French and Spanish are both latin based, so if you learn one, the second one is easier to pick up.
Double majoring in language is smart. My district is looking for anyone who has Spanish and any other language. The only problem is that they can throw you anywhere they need you, so be flexible. Another thing a lot of language teachers are doing is getting a second degree in ESL. It is a relatively easy degree to get at this point (but that is changing, too!). But once again, if you love the language you are teaching, you could be pulled from that into ESL.
I am a teacher of French and German at my school. . . and upon getting hired in 1997, I was completely out of touch with the fact that French was diminishing until I noticed that there was not 1 but 2 Spanish teachers. I also noticed that my rosters were small. I had only 9 students in my own French II class. Since 1997, I've tried to be someone who is open-minded and someone who is wise to the changes taking place in the world. I could not sit around and cry over French losing whatever popularity it may have had before the Hispanic World became so dominant into my own world. All I could do was be the best teacher that I knew and (know) how to be. So I decided that when it came time for me to get my Master's Degree, I'd get it in 2 areas: Reading Specialty because there is always a need for a teacher of Reading and then in Educational Leadership -- my principalship. I would have loved to have gotten a Masters in French but I could not risk it and what I've found is that these "fall-backs" have given me the confidence to know that if push came to shove, I could teach Reading or I could become a Principal in my State. I am a highly educated French Teacher -- in many areas. And I don't bash Spanish. I've had too many beautiful Hispanic children come into my life -- that I refuse to let this petty discussion cause me to hate them or their culture or their language. . . But I do have this to say for all of the negativity that I have read: If my fellow French teachers did not have an inferiority complex before having read this discussion, I'm sure that they now have one . . . .I was saddened by the remarks that I read that French need not be considered......just give up! I will not give up on being an excellent teacher. My students from the rural area of Harrison County are speaking French! They are downloading French music AND UNDERSTANDING it . . . . their lives are being enriched by being in my class and learning French. How dare anyone doubt what a student can obtain by choosing to take my class. . . .

I came up with a few REAL WORLD EXAMPLES as to how FRENCH has positively affected REAL STUDENTs LIVES. (Of course, I'm not giving names, just initials.)

1. FH received a full ride to Berea College 2008 -- why? She's minoring in FRENCH and it may be due to MY ASSOCIATION WITH THIS FINE INSTITUTION. Minoring in French probably helped because it's less competitive than other offerings . . . .

2. BA --- another full ride to Berea College 2009 --- why? She's also minoring in French and it could be again due to my association with this fine institution or because it's less competitive. No one thinks it is useful anymore but they do need students!

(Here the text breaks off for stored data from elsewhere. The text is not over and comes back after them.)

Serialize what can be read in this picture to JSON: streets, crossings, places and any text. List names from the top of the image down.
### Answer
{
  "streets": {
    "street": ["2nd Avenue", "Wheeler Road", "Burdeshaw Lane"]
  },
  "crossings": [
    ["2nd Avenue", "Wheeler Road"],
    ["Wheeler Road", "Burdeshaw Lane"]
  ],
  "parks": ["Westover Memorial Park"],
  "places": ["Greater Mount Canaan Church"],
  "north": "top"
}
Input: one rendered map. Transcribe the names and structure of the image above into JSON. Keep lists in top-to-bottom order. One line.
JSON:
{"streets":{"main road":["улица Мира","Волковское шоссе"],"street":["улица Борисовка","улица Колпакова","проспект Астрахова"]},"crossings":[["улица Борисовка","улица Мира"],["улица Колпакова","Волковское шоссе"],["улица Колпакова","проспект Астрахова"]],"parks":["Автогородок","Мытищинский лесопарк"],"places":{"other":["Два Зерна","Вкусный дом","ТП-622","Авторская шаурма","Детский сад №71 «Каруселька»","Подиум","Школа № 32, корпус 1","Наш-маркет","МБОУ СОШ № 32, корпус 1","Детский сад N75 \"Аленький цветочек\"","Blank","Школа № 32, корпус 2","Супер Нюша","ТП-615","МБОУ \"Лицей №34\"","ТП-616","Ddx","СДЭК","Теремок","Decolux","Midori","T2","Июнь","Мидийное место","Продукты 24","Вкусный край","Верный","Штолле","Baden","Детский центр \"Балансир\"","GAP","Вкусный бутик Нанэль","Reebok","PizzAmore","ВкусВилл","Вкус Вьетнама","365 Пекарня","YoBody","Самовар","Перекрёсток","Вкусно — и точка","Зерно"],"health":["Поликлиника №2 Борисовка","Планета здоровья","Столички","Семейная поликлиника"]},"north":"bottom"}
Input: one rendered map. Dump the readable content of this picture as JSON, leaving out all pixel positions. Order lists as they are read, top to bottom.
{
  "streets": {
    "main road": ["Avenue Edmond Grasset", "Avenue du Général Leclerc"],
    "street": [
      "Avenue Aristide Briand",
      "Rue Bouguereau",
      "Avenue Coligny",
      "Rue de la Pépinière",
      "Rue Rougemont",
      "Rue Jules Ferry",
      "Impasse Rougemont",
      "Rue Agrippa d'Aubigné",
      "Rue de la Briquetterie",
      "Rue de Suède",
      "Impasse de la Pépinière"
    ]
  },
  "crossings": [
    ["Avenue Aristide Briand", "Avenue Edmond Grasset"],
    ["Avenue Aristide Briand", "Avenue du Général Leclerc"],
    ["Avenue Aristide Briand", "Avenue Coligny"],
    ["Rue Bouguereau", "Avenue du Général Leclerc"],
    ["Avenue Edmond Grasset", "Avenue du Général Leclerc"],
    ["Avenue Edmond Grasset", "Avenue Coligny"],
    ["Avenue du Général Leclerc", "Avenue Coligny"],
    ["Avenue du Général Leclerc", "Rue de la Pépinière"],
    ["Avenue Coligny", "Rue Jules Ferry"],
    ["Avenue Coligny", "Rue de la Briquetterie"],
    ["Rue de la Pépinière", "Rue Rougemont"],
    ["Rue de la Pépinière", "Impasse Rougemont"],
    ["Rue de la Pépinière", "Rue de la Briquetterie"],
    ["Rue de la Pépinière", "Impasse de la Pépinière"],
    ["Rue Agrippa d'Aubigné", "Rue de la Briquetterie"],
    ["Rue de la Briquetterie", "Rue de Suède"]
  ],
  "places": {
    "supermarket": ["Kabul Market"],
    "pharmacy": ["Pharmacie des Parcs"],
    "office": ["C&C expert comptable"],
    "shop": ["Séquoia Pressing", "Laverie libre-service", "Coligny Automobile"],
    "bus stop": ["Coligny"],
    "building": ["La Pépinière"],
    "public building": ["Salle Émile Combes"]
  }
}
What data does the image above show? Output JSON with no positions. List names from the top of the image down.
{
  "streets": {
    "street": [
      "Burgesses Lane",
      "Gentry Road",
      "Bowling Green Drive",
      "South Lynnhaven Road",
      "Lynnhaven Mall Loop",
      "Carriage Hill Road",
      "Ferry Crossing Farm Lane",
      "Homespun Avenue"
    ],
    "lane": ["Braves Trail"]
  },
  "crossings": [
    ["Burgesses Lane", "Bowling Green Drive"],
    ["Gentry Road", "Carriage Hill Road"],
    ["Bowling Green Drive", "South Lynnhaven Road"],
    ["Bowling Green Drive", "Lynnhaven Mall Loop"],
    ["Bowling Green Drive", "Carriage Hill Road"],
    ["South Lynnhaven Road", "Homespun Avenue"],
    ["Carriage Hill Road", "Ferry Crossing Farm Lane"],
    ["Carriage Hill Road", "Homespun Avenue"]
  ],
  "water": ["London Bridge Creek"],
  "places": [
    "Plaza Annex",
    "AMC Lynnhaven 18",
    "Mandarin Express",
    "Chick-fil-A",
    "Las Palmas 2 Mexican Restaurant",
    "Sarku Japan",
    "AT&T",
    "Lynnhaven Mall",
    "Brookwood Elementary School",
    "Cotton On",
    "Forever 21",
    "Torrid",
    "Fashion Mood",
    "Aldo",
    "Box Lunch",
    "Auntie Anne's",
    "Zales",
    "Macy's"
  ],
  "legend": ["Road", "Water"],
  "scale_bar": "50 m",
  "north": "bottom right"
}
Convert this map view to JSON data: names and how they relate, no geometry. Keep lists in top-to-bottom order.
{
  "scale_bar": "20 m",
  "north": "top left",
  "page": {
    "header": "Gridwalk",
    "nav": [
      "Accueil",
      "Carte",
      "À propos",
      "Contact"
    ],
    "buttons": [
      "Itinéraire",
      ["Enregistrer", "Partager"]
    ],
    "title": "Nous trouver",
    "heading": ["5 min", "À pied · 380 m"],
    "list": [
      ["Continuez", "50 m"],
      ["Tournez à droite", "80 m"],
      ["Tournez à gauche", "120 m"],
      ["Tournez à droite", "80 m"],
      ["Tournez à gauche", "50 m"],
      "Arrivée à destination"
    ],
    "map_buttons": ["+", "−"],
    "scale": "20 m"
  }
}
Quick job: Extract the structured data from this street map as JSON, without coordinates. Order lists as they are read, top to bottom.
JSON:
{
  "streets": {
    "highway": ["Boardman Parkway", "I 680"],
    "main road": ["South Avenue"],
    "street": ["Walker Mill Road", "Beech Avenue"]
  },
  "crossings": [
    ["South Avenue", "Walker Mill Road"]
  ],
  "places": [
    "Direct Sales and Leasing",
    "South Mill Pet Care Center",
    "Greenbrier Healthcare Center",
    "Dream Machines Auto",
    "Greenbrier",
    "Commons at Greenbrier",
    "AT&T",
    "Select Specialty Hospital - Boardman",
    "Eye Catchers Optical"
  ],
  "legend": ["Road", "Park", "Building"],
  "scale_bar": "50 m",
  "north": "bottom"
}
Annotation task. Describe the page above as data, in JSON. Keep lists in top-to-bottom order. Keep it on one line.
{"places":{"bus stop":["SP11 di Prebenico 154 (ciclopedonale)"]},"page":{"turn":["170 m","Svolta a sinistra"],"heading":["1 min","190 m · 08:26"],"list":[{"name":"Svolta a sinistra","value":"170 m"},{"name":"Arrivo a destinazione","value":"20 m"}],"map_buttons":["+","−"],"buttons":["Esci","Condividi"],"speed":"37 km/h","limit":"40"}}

3. I've also helped SO & LM pursue higher education and believe me studying French/German HAD something to do with it. It's very competitive to get in somewhere where the cost is $0.00.

4. The Spanish cup may overfloweth but colleges and universities want more DIVERSE offerings from students. FRENCH/GERMAN stand OUT -- WAY OUT -- on college applications. My students have discovered this -- why can't others? Ask MC's sister -- she had the perfect GPA but couldn't get into the Nursing Program she wanted to get into -- why? The admissions committee told her that she needed to prove/show above and beyond -- many people applied with excellent GPAs.

5. The World Equestrian Games will bring 600,000 people from 60 different countries to Central Ky. French is spoken on EVERY Continent. The economic impact will be GREAT.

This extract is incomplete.